An exact reproduction of the lines from the one with "Bounding boxes for" to the end of the data below is required. No other lines may be included.
====== Input
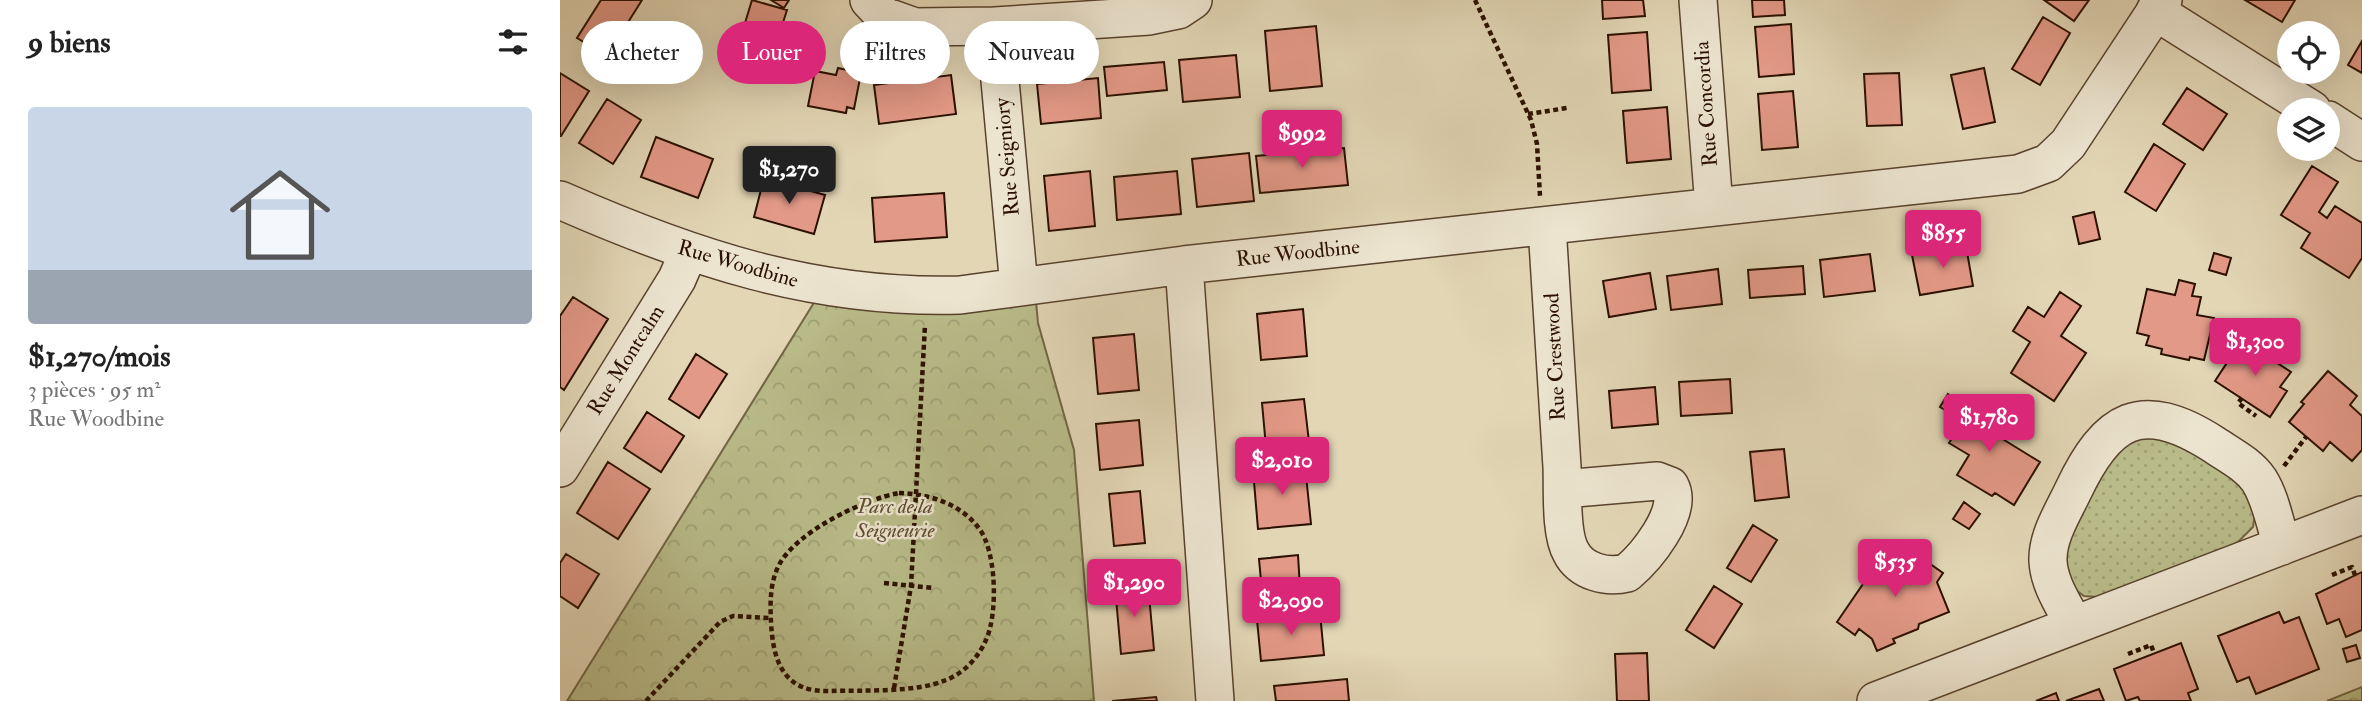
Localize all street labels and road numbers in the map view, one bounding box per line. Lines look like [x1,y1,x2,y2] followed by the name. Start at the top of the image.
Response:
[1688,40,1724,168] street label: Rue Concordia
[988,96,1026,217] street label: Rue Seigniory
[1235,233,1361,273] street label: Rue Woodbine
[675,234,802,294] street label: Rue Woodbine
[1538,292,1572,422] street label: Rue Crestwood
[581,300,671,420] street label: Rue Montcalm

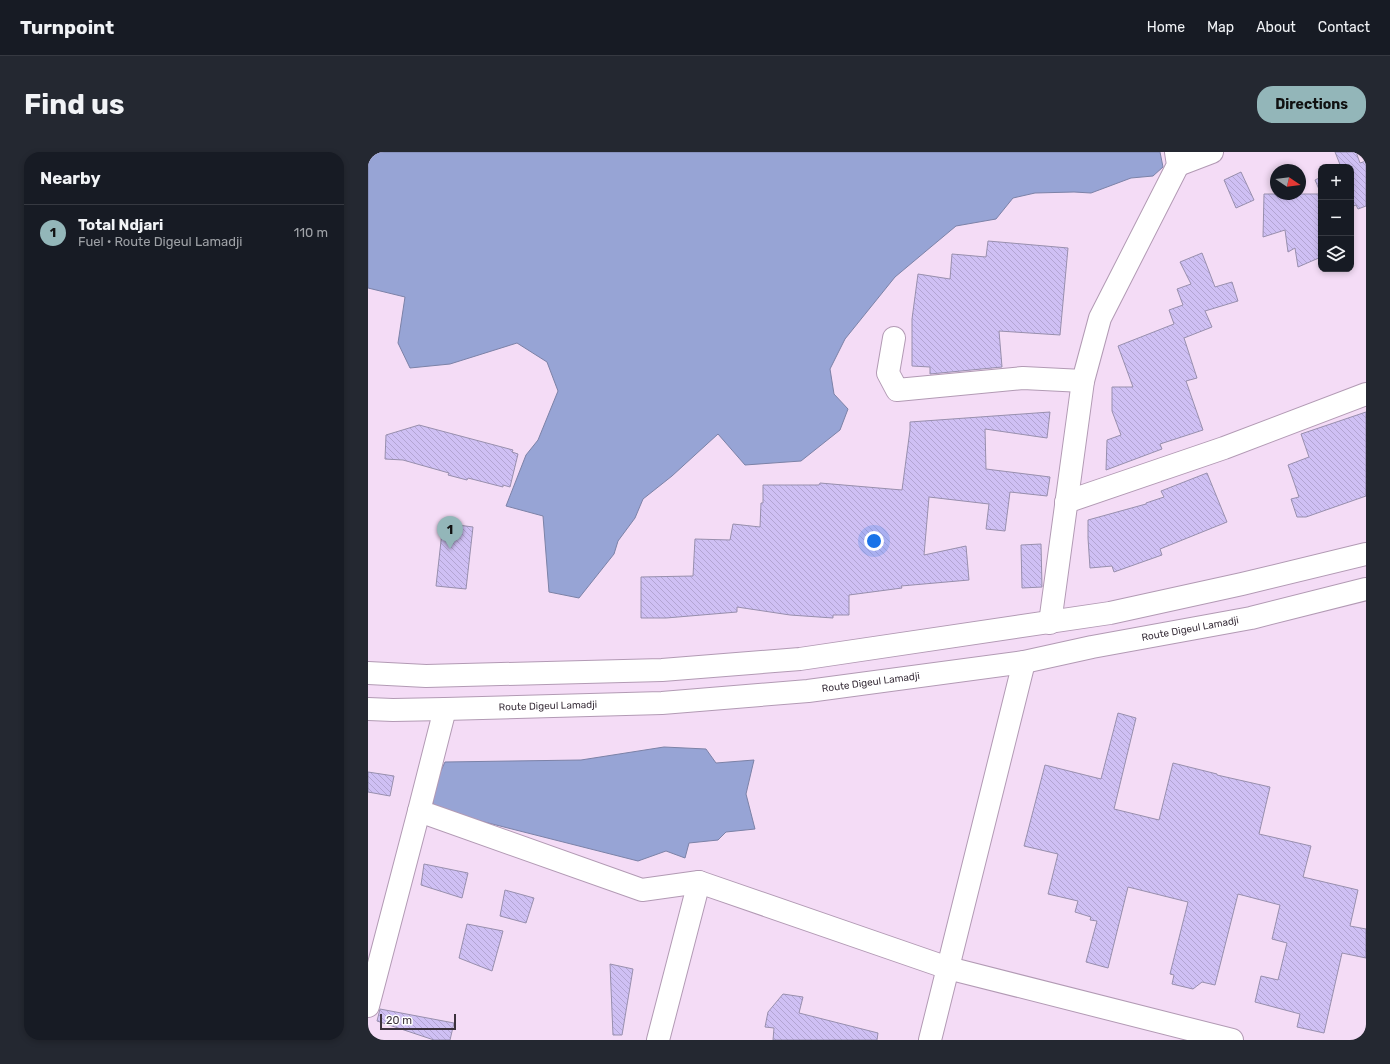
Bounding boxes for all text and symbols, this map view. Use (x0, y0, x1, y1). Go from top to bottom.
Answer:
============
# Written response
Bounding boxes for all text and symbols, this map view. Use (x0, y0, x1, y1). Go from top to bottom.
Answer:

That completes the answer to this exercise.